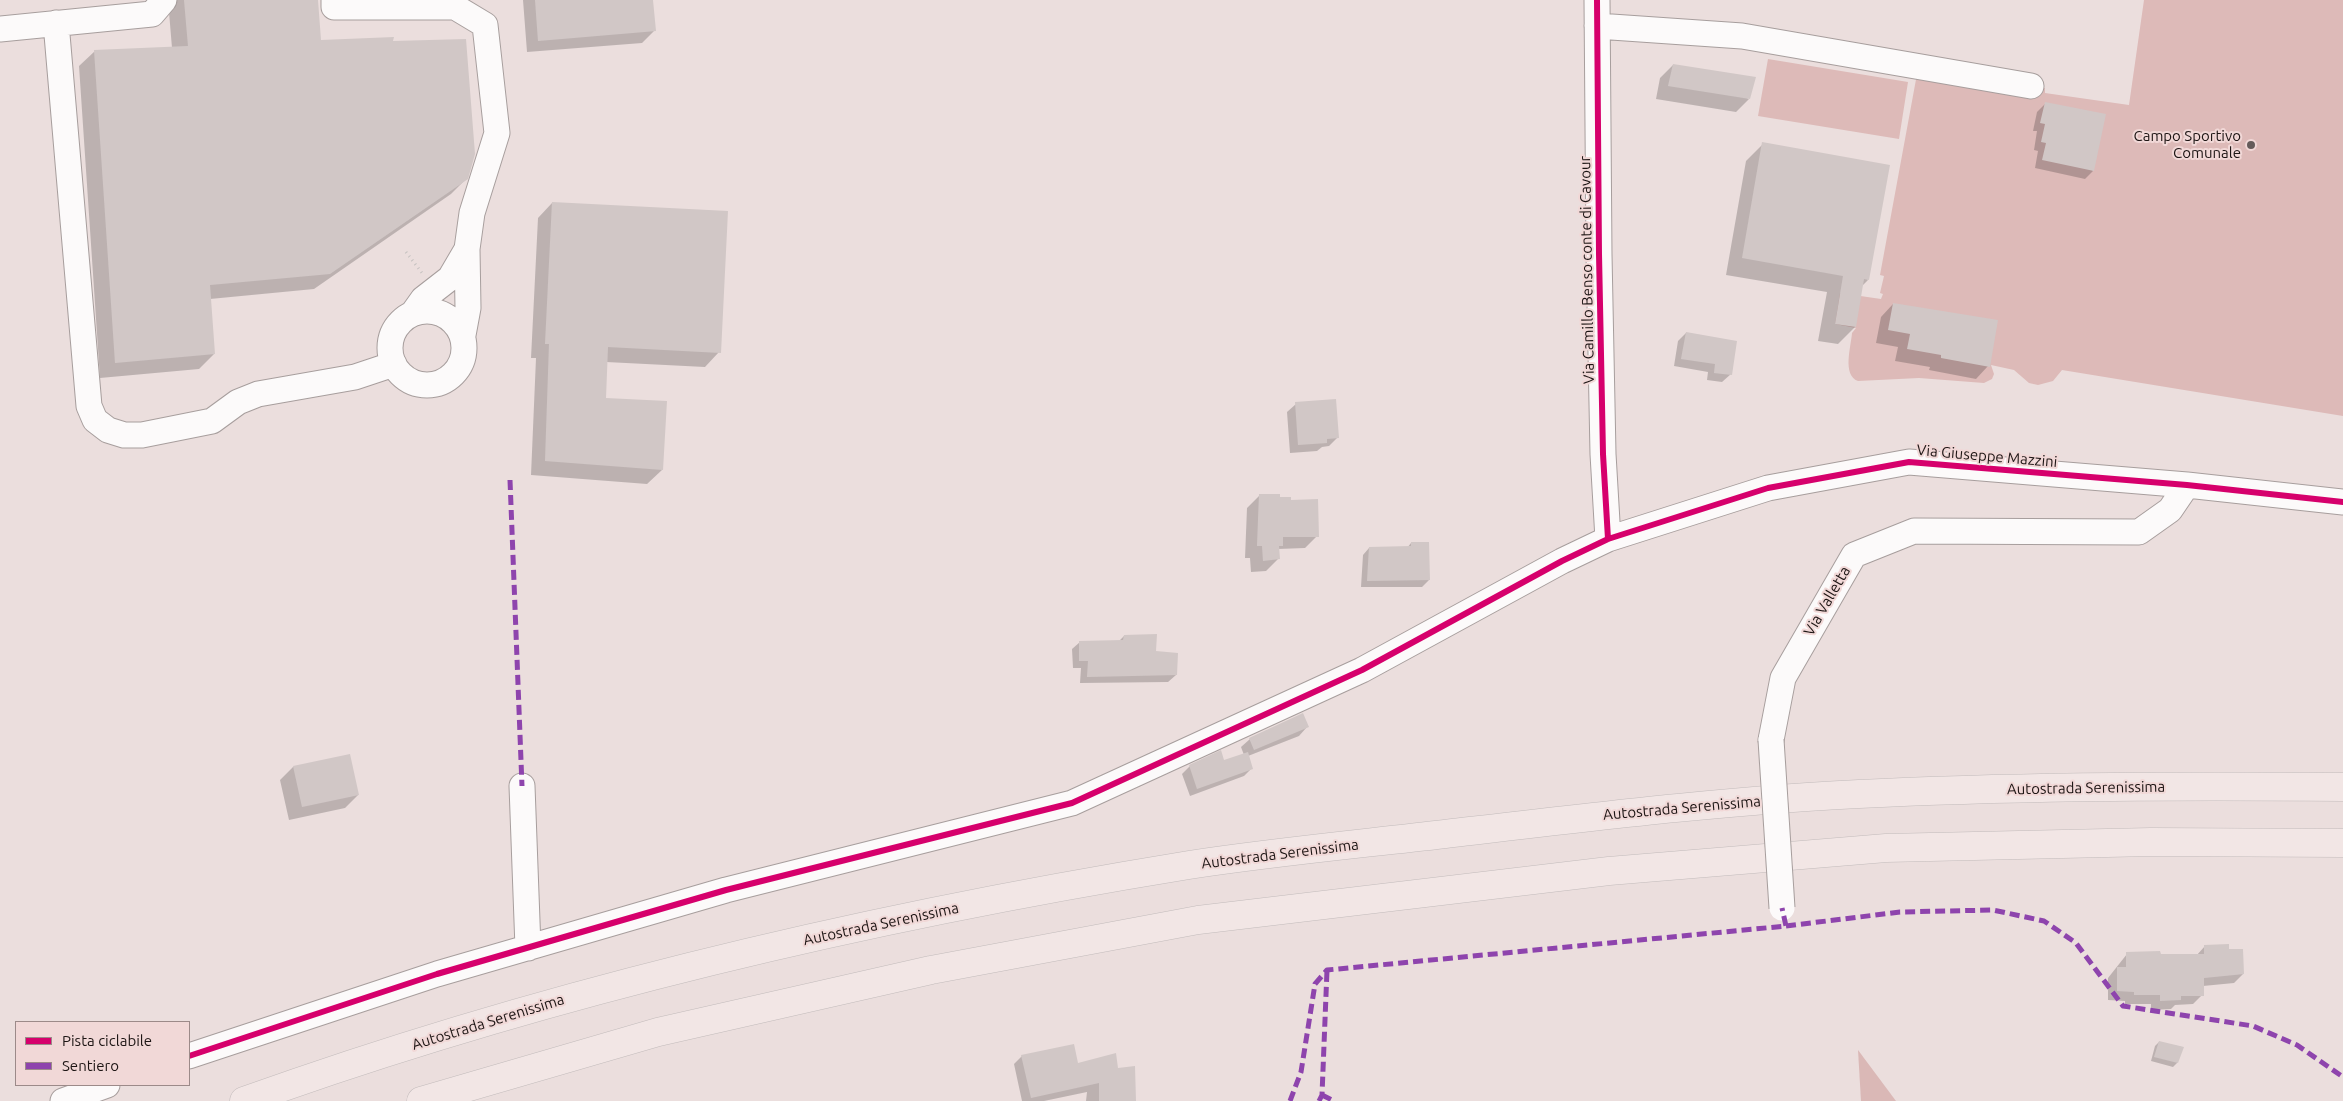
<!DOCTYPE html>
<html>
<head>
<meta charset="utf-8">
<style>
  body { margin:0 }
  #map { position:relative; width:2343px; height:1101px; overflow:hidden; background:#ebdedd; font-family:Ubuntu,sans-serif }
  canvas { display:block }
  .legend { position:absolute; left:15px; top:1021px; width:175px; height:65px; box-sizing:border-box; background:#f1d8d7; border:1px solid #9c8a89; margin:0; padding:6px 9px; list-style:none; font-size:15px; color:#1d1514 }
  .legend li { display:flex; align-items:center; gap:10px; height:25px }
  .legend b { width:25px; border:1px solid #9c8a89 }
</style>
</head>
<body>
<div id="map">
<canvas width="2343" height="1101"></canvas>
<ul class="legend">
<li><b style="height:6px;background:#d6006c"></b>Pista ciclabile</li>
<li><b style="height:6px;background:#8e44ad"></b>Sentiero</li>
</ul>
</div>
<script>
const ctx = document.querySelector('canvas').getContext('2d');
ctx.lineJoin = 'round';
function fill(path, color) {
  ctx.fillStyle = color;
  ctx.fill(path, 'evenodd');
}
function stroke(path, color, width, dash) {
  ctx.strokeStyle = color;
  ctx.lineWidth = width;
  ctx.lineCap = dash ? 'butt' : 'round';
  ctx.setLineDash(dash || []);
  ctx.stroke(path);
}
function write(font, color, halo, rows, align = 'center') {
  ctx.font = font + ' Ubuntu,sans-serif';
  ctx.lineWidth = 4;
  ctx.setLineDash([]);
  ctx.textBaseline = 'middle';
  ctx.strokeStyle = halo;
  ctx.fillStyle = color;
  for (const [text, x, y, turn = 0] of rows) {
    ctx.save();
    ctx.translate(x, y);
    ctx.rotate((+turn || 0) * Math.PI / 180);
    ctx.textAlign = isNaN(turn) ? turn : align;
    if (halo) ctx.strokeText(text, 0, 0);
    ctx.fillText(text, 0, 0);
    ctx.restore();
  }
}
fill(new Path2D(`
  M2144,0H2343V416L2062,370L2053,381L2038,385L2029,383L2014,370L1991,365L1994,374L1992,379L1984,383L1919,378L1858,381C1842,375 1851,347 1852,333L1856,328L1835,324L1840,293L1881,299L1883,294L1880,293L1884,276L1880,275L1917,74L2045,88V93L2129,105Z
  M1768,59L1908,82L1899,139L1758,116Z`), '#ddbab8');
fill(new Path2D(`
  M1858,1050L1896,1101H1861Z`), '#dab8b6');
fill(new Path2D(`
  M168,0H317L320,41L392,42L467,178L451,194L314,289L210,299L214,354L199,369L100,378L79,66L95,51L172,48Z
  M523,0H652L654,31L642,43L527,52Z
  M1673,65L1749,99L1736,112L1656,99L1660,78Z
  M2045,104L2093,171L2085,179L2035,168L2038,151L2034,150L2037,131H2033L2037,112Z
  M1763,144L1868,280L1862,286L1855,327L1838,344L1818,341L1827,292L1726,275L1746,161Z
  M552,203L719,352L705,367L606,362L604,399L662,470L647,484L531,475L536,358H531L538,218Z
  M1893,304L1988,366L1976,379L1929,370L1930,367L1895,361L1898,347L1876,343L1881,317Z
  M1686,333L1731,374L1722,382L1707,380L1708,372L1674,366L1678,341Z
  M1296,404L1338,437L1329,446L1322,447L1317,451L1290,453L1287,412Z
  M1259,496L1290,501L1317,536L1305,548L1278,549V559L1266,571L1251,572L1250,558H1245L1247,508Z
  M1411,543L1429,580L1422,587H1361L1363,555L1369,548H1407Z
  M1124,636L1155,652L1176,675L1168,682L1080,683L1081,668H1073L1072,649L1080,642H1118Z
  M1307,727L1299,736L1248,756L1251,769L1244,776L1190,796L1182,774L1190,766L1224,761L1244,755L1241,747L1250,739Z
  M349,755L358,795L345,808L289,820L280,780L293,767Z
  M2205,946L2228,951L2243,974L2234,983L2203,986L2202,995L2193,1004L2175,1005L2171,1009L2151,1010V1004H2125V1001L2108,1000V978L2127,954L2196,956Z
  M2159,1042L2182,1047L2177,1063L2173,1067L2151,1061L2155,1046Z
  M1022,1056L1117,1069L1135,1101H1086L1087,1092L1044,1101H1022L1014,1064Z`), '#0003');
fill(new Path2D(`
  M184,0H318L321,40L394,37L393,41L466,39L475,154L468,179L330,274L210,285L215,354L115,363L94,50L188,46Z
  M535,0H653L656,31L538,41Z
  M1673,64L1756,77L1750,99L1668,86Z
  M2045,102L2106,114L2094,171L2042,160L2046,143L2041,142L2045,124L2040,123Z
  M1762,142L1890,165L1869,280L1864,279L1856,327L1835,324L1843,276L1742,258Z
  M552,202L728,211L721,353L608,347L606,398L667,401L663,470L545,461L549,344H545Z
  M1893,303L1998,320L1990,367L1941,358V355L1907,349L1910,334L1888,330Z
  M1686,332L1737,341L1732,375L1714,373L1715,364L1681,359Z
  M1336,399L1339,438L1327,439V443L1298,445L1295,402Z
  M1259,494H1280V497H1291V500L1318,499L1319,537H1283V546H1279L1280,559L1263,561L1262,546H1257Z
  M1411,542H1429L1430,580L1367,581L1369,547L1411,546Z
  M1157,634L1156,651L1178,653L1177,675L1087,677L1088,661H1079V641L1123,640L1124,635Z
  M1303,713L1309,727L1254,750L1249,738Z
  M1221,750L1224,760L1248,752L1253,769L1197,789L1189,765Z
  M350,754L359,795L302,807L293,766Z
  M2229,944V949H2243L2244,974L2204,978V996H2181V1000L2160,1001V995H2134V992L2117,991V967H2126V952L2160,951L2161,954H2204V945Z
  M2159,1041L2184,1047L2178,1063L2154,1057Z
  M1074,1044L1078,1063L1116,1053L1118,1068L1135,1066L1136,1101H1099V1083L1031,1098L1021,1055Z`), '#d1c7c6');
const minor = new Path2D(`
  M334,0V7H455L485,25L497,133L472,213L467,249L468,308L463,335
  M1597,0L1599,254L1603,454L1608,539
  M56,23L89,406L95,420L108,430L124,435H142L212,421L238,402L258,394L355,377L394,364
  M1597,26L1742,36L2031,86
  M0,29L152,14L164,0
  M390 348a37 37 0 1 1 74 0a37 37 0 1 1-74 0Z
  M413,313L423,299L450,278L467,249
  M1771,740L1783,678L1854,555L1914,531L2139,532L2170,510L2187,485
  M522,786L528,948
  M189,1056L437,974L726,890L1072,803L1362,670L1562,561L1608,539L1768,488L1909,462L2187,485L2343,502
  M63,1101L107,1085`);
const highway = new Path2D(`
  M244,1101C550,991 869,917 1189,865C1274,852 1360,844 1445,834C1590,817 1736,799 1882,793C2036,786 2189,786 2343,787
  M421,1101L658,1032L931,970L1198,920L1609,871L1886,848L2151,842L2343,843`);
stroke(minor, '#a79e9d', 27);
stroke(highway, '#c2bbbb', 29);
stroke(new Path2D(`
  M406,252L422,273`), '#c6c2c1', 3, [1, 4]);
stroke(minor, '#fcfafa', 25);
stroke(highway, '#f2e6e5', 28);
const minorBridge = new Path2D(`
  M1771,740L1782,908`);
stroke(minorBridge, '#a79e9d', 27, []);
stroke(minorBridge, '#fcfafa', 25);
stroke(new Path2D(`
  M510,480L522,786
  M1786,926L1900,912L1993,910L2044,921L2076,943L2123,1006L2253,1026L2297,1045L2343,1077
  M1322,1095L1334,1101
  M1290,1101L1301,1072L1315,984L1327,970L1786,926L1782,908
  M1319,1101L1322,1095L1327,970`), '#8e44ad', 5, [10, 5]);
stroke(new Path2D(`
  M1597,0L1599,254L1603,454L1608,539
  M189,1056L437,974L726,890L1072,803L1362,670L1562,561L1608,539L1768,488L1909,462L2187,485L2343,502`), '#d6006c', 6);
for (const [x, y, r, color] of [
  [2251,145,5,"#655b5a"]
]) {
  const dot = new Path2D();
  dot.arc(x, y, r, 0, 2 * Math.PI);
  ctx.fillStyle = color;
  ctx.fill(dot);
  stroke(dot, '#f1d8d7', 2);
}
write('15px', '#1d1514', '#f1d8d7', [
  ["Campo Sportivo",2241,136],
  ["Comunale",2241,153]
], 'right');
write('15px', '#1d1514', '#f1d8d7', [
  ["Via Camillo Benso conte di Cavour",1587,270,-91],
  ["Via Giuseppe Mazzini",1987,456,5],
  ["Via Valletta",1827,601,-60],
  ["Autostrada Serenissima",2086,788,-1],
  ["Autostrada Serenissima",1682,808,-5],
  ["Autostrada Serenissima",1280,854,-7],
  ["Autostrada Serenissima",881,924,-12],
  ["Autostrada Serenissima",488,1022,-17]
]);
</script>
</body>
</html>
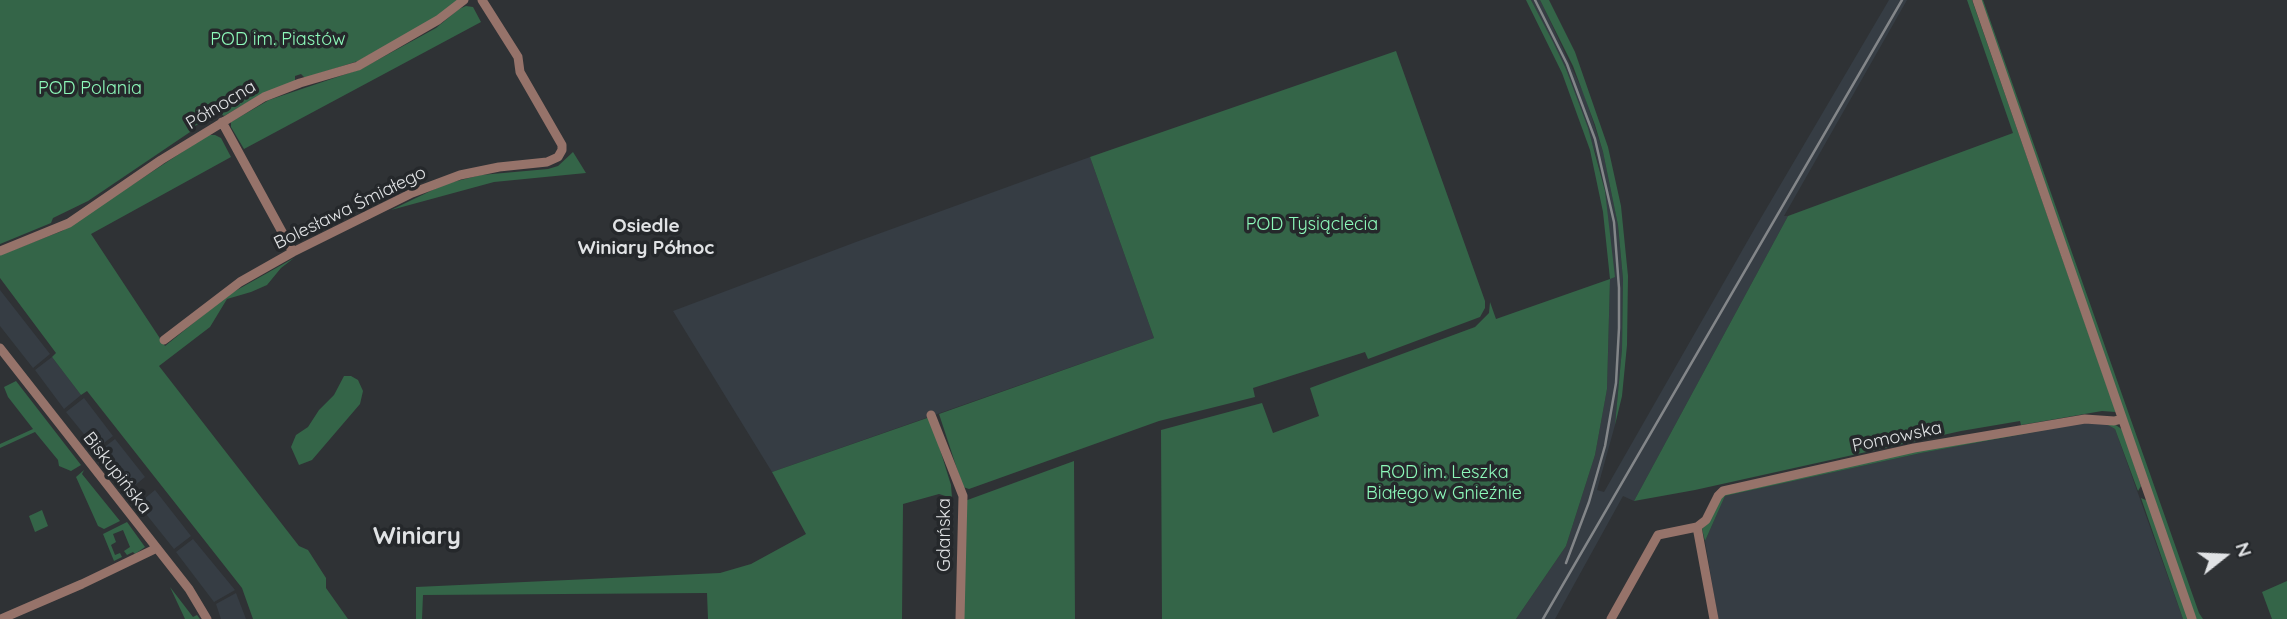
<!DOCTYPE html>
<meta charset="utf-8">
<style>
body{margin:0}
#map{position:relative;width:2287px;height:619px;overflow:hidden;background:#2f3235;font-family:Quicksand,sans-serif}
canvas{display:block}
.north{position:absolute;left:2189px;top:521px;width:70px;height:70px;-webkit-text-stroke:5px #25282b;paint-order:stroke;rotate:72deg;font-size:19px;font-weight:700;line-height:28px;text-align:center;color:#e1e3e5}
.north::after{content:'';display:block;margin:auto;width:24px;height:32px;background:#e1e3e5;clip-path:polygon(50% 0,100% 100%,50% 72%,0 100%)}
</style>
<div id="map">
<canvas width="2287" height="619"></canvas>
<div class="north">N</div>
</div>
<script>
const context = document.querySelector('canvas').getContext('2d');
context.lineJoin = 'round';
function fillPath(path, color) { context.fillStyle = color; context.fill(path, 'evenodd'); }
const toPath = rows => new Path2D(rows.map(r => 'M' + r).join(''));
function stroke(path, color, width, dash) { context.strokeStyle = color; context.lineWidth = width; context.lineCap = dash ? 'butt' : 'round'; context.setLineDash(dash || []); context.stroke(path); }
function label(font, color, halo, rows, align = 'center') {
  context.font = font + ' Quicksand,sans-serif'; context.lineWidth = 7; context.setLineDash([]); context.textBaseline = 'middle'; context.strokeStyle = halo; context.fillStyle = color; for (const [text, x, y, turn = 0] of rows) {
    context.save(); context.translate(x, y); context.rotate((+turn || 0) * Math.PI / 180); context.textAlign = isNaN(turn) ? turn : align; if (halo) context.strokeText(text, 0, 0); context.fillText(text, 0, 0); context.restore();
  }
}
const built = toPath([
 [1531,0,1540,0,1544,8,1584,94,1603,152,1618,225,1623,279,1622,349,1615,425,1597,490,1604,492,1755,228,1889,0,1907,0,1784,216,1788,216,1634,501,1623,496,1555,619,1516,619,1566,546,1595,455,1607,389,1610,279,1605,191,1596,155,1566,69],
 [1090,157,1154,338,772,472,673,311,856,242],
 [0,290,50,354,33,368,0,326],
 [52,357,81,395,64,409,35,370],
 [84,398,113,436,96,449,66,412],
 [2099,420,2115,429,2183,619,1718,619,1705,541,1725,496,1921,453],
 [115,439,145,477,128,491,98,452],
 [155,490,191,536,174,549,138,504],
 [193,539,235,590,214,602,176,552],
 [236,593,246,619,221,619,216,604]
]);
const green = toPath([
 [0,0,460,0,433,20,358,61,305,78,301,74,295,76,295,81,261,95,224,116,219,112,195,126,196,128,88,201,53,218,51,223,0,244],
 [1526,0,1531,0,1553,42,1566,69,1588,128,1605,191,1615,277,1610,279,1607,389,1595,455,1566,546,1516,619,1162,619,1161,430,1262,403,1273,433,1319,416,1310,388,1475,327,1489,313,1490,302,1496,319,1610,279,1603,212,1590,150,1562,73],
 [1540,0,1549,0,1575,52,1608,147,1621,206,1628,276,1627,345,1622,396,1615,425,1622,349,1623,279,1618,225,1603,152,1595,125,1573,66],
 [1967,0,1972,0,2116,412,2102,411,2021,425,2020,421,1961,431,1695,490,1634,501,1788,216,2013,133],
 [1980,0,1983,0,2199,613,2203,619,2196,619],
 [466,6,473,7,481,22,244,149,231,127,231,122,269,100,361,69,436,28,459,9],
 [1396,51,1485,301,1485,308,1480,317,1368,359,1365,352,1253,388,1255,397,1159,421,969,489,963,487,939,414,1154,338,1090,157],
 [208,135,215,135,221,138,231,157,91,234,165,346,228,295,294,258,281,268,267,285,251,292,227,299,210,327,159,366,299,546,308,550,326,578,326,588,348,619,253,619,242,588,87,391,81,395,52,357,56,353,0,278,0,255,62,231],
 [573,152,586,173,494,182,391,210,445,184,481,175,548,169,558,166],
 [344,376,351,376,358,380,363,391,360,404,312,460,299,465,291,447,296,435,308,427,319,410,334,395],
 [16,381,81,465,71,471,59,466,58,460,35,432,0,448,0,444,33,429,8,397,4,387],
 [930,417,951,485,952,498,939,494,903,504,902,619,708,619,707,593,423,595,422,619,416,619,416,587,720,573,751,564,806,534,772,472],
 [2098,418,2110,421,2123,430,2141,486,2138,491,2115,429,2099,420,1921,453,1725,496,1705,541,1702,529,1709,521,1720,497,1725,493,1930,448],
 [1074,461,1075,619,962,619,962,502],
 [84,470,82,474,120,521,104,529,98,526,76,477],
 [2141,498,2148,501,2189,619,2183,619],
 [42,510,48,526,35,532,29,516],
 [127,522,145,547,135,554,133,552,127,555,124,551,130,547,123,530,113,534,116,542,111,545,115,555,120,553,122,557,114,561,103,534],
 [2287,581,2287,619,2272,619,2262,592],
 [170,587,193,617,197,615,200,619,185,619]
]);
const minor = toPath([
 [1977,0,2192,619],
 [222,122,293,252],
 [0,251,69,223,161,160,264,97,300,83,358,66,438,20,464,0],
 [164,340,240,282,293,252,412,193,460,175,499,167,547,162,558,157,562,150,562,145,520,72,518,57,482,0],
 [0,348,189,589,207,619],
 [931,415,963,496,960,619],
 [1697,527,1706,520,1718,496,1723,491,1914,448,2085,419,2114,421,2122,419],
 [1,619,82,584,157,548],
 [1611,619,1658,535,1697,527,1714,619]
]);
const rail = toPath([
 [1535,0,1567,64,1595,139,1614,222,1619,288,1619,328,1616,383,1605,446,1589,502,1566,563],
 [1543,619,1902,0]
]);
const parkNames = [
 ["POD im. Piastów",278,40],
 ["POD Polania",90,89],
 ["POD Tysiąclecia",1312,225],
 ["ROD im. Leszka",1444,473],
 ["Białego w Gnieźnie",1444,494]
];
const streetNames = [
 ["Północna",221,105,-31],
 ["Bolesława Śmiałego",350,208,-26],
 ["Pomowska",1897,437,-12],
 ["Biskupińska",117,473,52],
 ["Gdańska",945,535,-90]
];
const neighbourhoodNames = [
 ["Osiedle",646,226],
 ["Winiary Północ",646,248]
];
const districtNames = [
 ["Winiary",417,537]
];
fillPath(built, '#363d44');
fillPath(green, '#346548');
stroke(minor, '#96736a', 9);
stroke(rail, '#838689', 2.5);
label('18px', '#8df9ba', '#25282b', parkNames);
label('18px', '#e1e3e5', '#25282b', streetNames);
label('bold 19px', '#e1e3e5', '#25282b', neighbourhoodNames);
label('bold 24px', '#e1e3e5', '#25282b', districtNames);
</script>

→ Task requirements
Please return every line from the material above where the string "html" occurs.

→ Written solution
<!DOCTYPE html>
<html>
</html>
<!DOCTYPE html>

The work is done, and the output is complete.